The port's CEO Craig Carmody said the report entitled, "Global Gateway for NSW: the economic impact of a container terminal at the Port of Newcastle," concludes that exports from the Hunter region and northern NSW would rise by $1 billion by 2050 as a result of developing a world-class box terminal, reported Melbourne's Logistics & Materials Handling.
"Businesses in Newcastle, Singleton, Tamworth, Gunnedah, port Macquarie, Kempsey, Liverpool Plains and Narrabri can look forward to savings of more than AUD500 per standard container, if they shipped their goods through Newcastle rather than port Botany or port of Brisbane," Mr Carmody was quoted as saying.
The AlphaBeta report compared Newcastle with port Botany and port of Brisbane in terms of container transport costs and found that the savings using Newcastle ranged from AUD193 to AUD583 per TEU.
Introducing container competition would create a benefit of AUD1.2 billion to all NSW businesses by 2050, the report found.
"A Newcastle container terminal will mean more jobs, a reduction in unnecessary road and rail movements, and cheaper freight costs for regional importers and exporters," said Mr Carmody.

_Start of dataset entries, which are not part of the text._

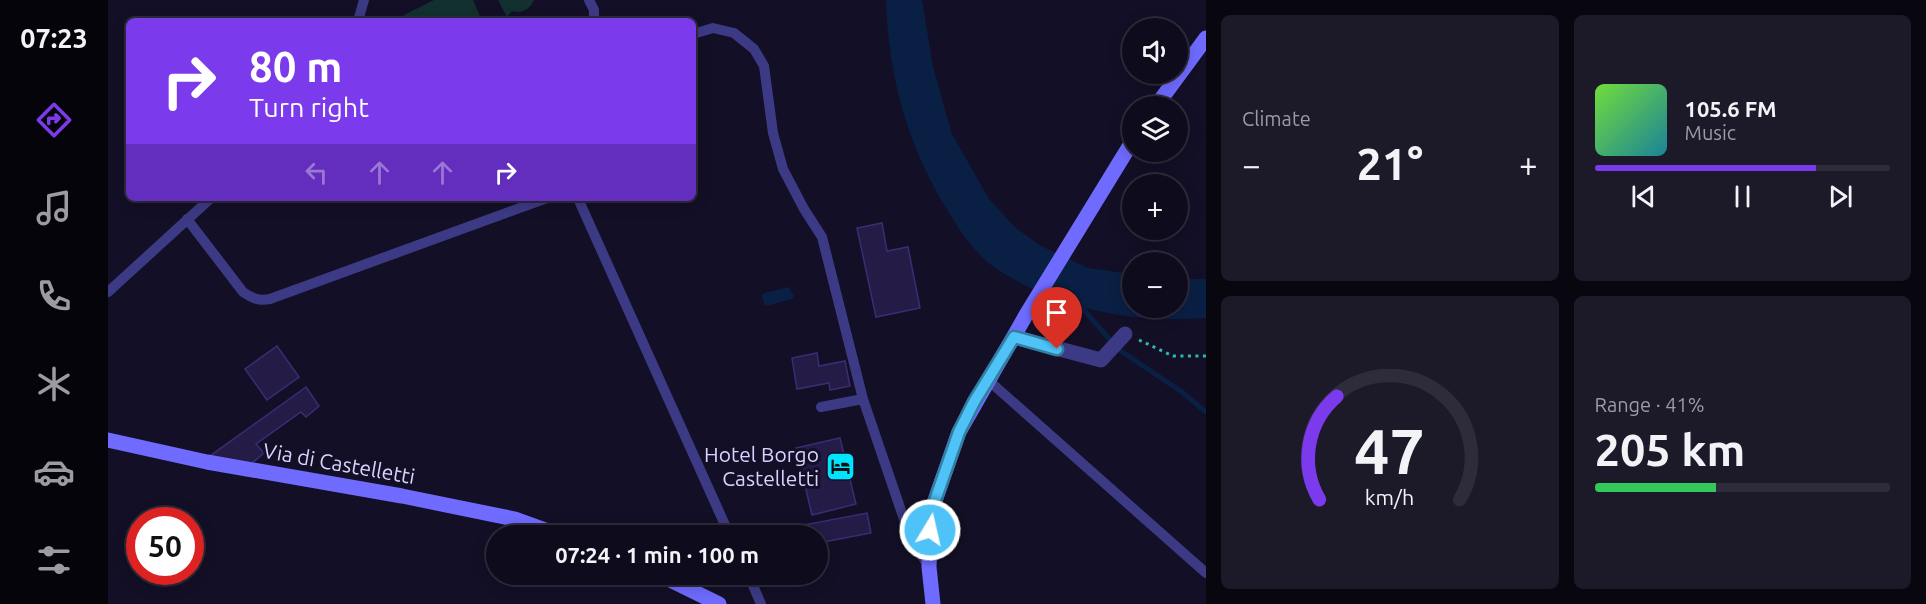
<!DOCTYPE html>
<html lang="en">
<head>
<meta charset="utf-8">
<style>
	:root { --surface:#0e0b1c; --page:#1c1929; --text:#f1f3f6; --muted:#9b9ba3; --line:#2e2b3b; --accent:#7c3aed }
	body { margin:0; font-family:Ubuntu,sans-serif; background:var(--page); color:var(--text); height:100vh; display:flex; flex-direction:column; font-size:22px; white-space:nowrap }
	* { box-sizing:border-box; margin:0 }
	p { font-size:20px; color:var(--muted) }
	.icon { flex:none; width:33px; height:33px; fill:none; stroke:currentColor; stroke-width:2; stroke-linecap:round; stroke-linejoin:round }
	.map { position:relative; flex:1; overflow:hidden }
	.drawer { display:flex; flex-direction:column; gap:15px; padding:15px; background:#08060f; width:720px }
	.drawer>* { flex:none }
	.banner { position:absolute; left:18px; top:18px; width:570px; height:183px; border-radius:9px; box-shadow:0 3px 15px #0003,0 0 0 2px var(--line); background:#7c3aed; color:#fff; overflow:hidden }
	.controls { position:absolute; left:1014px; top:18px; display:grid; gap:12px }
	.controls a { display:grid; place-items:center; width:66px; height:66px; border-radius:50%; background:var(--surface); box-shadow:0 3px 15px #0003,0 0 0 2px var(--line); font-size:30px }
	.speed { position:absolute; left:18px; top:507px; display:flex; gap:12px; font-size:30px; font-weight:700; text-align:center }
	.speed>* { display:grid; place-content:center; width:78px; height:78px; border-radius:50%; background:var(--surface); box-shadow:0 3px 15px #0003,0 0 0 2px var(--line); line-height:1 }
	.speed .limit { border:9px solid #d22; background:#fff; color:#111 }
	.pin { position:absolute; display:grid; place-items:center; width:51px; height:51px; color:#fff; margin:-62px -26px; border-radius:50% 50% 50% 0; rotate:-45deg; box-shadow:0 0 6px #0007 }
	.pin .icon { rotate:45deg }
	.me { position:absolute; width:66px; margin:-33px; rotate:9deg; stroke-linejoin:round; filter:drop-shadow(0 0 4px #0008) }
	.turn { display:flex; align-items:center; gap:21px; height:126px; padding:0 24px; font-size:27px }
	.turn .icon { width:78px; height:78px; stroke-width:2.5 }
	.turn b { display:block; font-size:42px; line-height:51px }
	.lanes { display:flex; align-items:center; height:57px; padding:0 24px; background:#0003; justify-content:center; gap:30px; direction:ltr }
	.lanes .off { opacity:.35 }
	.big { font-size:45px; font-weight:700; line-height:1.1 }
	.drawer .card { flex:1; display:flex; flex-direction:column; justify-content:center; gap:9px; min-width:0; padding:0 21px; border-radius:9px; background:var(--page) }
	.drawer .dial { align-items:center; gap:0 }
	.dial svg { height:156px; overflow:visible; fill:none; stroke:var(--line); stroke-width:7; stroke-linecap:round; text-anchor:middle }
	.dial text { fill:var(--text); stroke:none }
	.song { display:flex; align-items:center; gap:18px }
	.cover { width:72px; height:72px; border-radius:9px; background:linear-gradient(135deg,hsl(100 70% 55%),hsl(190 70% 35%)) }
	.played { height:6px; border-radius:3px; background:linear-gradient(90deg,var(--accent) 75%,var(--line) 75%) }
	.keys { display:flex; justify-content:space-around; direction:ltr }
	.heat { display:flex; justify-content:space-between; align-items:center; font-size:33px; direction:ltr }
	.charge { height:9px; border-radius:4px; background:linear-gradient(90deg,#34c759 41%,var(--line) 0) }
	.drawer .tiles { flex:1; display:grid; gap:15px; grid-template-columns:repeat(2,1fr) }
	.trip { position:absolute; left:378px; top:525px; width:342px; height:60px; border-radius:30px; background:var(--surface); box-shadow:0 3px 15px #0003,0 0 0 2px var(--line); font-weight:700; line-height:60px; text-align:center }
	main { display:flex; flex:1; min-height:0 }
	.tabs { display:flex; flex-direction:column; width:108px; justify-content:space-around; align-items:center; background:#06040b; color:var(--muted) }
	.tabs .icon { width:42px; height:42px }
	.tabs .selected { color:var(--accent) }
	.tabs b { font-size:27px; color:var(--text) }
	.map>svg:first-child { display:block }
	.green { fill:#12302f }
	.water { fill:#0a1f44 }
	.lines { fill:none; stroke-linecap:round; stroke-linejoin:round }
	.stream { stroke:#0a1f44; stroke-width:5 }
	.building { fill:#241b47; stroke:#3b2d73; stroke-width:1.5 }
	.path { stroke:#2fb8b0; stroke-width:3; stroke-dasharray:3 4.5; stroke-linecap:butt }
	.service { stroke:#3d3a85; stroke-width:10 }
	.minor { stroke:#3d3a85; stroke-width:15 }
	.secondary { stroke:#6f6bff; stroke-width:15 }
	.route-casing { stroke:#337fa1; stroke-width:15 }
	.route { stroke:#4fc3f7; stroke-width:10 }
	.labels { text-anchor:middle; stroke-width:6; stroke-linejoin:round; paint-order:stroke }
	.poi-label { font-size:21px; fill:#d9d4ff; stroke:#130f26; text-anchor:end }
	.street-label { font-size:21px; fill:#d9d4ff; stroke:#130f26 }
</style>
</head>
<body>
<main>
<nav class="tabs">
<b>07:23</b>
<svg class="icon selected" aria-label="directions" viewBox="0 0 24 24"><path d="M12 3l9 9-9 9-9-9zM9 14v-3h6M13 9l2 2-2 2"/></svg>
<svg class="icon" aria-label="music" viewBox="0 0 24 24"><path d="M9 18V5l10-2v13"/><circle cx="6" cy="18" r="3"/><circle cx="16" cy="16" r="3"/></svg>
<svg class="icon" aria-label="phone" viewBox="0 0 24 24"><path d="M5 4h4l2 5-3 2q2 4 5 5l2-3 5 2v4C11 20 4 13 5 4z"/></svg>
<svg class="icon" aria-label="climate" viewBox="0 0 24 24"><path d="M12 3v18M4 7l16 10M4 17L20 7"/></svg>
<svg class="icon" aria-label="car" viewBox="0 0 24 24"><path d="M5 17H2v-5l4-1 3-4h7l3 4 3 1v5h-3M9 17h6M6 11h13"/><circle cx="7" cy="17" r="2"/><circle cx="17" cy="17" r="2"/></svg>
<svg class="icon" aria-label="filters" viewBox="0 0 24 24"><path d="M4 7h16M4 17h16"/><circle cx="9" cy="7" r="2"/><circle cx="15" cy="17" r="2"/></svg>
</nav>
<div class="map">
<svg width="1098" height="604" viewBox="0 0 1098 604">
	<rect width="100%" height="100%" fill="#130f26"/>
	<path class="green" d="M 326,0 L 365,0 L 374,21 L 298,21 L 296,15 Z
		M 390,0 L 426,0 C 422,9 414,14 404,11 L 399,17 Z"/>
	<path class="water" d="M 778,0 L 814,0 L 825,67 L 844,134 L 881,199 L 908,228 L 933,246 L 980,268 L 1024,274 L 1024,308 L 1070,308 L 1070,279 L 1098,279 L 1098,318 C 1035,322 983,315 925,289 C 907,280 886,270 872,255 C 857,240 846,221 835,203 C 798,140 780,73 778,0 Z
		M 681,287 L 686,296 L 684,299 L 658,306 L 656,304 L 654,296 L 656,293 Z"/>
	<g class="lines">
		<path class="stream" d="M 976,304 L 976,310 L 1010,349 L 1074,392 L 1098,412"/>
	</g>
	<path class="building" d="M 774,223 L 779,251 L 800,247 L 812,308 L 768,317 L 749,228 Z
		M 169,346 L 191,377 L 159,400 L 137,369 Z
		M 709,353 L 711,366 L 737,361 L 742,386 L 722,390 L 721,383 L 689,389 L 684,358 Z
		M 198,387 L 211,406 L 198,417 L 193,412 L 148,444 L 156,453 L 142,465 L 102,456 Z
		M 732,438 L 748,504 L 704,515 L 688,448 Z
		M 759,513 L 763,533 L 710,543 L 710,536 L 687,536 L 685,527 Z"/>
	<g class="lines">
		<path class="path" d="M 1031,340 L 1065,356 L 1098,356"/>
		<path class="service" d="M 481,0 L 486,10 L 486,21
			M 250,21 L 256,0
			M 585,34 L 605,28 L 626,33 L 646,49 L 656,66 L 665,133 L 675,169 L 696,209 L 714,237 L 755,399
			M 473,198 L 472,203 L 622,536
			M 79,219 L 135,292 C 145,299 151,301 162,299 L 439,198
			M 0,292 L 103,198
			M 880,380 L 1098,573
			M 713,407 L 755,399 L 800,531 L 820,566
			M 640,574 L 653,604"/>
		<path class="minor" d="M 906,337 L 993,360 L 1017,334"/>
		<path class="secondary" d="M 1048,106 L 1098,38
			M 0,440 L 99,462 L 294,496 L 407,519 L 454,536
			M 550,574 L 611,604
			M 825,604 L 821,567 L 823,512 L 851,432 L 918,315 L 1024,142"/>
	</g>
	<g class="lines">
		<defs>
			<path id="route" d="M 822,530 L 823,512 L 851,432 L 866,402 L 906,337 L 949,349"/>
		</defs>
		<use href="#route" class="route-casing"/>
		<use href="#route" class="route"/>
	</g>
	<defs>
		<symbol id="hotel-square" viewBox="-11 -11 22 22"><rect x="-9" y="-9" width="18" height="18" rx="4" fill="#00e5ff" stroke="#130f26"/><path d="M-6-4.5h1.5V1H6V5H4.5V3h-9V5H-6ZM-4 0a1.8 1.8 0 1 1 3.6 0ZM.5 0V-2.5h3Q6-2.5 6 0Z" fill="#111"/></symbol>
	</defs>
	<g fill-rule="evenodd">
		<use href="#hotel-square" x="716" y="450" width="33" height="33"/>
	</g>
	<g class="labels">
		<g class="poi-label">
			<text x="711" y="462">Hotel Borgo<tspan x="711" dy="24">Castelletti</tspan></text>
		</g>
		<g class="street-label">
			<text transform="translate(231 464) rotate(10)" y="7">Via di Castelletti</text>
		</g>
	</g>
</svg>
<div class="controls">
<a><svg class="icon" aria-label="sound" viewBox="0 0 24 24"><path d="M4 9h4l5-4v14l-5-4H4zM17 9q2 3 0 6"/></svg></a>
<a><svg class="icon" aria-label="layers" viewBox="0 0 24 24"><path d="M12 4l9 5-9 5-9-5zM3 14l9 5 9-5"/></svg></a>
<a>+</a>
<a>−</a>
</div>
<div class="speed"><div class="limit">50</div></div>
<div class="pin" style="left:949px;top:349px;background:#d93025"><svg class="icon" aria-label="arrive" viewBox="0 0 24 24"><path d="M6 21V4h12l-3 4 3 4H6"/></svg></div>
<svg class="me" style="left:822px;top:530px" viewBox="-20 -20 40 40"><circle r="17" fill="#4fc3f7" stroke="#fff" stroke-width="3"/><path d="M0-11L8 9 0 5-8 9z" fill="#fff"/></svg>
<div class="trip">07:24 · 1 min · 100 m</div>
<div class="banner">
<div class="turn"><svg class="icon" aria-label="right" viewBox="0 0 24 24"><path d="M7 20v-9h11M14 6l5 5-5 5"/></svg><div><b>80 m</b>Turn right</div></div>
<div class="lanes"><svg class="icon off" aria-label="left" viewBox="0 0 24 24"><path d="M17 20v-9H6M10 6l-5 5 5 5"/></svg><svg class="icon off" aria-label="ahead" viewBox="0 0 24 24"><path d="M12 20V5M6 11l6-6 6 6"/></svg><svg class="icon off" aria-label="ahead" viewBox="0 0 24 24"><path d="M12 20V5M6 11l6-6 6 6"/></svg><svg class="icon" aria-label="right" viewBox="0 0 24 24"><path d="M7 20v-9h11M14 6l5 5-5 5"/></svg></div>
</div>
</div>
<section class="drawer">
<div class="tiles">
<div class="card"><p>Climate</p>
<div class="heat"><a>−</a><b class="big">21°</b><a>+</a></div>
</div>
<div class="card">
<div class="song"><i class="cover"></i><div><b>105.6 FM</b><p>Music</p></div></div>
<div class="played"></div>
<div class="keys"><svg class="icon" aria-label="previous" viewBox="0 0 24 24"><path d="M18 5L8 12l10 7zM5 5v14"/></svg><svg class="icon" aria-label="pause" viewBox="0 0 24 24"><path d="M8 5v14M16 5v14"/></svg><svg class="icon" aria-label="next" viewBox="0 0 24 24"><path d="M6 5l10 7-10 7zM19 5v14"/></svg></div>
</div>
<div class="card dial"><svg viewBox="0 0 100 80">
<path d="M14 69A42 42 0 1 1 86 69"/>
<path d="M14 69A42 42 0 0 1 23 16" stroke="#7c3aed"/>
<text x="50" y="56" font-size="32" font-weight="700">47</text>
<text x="50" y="72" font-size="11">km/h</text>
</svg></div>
<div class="card"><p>Range · 41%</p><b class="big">205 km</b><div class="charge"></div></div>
</div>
</section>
</main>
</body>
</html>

The report estimates a new container terminal that could handle up to 18,000 TEU containerships would create 4,600 jobs.
"Australia's east coast ports are unable to efficiently accommodate these large vessels, which are twice the size of the maximum the capital cities can handle," said Mr Carmody.
"Port of Newcastle is regional Australia's global gateway and already has the deep channel and the road and rail landside capacity to manage these super-sized container ships.
"There is strong interest in this opportunity from a number of globally significant port operators, as well as from the community, which recognises the need to transition our economy and make Australia more globally competitive."